Stored items
..........
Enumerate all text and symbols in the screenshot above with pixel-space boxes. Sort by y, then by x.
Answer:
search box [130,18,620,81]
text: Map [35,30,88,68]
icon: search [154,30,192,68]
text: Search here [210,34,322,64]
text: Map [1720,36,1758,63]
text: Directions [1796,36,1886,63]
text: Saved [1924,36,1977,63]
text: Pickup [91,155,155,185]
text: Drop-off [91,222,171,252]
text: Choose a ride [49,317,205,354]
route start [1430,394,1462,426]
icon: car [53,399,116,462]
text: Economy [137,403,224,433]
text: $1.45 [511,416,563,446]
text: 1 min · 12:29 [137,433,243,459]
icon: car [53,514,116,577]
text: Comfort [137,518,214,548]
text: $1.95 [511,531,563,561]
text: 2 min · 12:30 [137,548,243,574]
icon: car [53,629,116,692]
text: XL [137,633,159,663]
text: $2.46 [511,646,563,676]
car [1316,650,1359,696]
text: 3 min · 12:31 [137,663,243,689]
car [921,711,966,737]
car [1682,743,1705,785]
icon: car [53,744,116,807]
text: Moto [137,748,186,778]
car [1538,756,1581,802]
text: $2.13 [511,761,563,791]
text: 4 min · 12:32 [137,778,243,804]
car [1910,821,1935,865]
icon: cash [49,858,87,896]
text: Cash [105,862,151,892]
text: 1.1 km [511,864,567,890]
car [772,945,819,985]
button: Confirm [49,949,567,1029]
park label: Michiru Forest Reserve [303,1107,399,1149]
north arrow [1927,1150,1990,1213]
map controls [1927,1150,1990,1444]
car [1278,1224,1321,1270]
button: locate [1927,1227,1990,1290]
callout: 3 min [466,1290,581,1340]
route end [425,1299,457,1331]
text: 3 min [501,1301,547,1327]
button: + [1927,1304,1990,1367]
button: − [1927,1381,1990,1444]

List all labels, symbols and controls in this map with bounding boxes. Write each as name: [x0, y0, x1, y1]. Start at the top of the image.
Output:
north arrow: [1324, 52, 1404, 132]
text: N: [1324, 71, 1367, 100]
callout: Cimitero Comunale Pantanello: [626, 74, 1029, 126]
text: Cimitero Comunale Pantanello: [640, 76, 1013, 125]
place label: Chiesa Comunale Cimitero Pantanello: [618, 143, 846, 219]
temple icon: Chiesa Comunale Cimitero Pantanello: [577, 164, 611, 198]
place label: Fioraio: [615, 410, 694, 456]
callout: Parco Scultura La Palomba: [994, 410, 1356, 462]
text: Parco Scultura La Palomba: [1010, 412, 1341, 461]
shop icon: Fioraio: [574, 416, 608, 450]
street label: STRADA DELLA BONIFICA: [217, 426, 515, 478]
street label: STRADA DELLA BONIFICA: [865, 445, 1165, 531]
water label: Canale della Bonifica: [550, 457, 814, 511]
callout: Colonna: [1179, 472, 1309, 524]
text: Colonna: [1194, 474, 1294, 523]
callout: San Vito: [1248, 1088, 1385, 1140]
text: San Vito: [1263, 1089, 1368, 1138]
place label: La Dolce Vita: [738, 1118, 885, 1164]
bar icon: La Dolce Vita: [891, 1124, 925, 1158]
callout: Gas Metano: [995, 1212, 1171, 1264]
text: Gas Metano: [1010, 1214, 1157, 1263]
..........
Exercise: Every entry is to be returned exactly, with nothing dropped.

Expected answer:
Enumerate all text and symbols in the screenshot above with pixel-space boxes. Sort by y, then by x.
Answer:
search box [130,18,620,81]
text: Map [35,30,88,68]
icon: search [154,30,192,68]
text: Search here [210,34,322,64]
text: Map [1720,36,1758,63]
text: Directions [1796,36,1886,63]
text: Saved [1924,36,1977,63]
text: Pickup [91,155,155,185]
text: Drop-off [91,222,171,252]
text: Choose a ride [49,317,205,354]
route start [1430,394,1462,426]
icon: car [53,399,116,462]
text: Economy [137,403,224,433]
text: $1.45 [511,416,563,446]
text: 1 min · 12:29 [137,433,243,459]
icon: car [53,514,116,577]
text: Comfort [137,518,214,548]
text: $1.95 [511,531,563,561]
text: 2 min · 12:30 [137,548,243,574]
icon: car [53,629,116,692]
text: XL [137,633,159,663]
text: $2.46 [511,646,563,676]
car [1316,650,1359,696]
text: 3 min · 12:31 [137,663,243,689]
car [921,711,966,737]
car [1682,743,1705,785]
icon: car [53,744,116,807]
text: Moto [137,748,186,778]
car [1538,756,1581,802]
text: $2.13 [511,761,563,791]
text: 4 min · 12:32 [137,778,243,804]
car [1910,821,1935,865]
icon: cash [49,858,87,896]
text: Cash [105,862,151,892]
text: 1.1 km [511,864,567,890]
car [772,945,819,985]
button: Confirm [49,949,567,1029]
park label: Michiru Forest Reserve [303,1107,399,1149]
north arrow [1927,1150,1990,1213]
map controls [1927,1150,1990,1444]
car [1278,1224,1321,1270]
button: locate [1927,1227,1990,1290]
callout: 3 min [466,1290,581,1340]
route end [425,1299,457,1331]
text: 3 min [501,1301,547,1327]
button: + [1927,1304,1990,1367]
button: − [1927,1381,1990,1444]

List all labels, symbols and controls in this map with bounding boxes. Write each as name: [x0, y0, x1, y1]. Start at the top of the image.
Output:
north arrow: [1324, 52, 1404, 132]
text: N: [1324, 71, 1367, 100]
callout: Cimitero Comunale Pantanello: [626, 74, 1029, 126]
text: Cimitero Comunale Pantanello: [640, 76, 1013, 125]
place label: Chiesa Comunale Cimitero Pantanello: [618, 143, 846, 219]
temple icon: Chiesa Comunale Cimitero Pantanello: [577, 164, 611, 198]
place label: Fioraio: [615, 410, 694, 456]
callout: Parco Scultura La Palomba: [994, 410, 1356, 462]
text: Parco Scultura La Palomba: [1010, 412, 1341, 461]
shop icon: Fioraio: [574, 416, 608, 450]
street label: STRADA DELLA BONIFICA: [217, 426, 515, 478]
street label: STRADA DELLA BONIFICA: [865, 445, 1165, 531]
water label: Canale della Bonifica: [550, 457, 814, 511]
callout: Colonna: [1179, 472, 1309, 524]
text: Colonna: [1194, 474, 1294, 523]
callout: San Vito: [1248, 1088, 1385, 1140]
text: San Vito: [1263, 1089, 1368, 1138]
place label: La Dolce Vita: [738, 1118, 885, 1164]
bar icon: La Dolce Vita: [891, 1124, 925, 1158]
callout: Gas Metano: [995, 1212, 1171, 1264]
text: Gas Metano: [1010, 1214, 1157, 1263]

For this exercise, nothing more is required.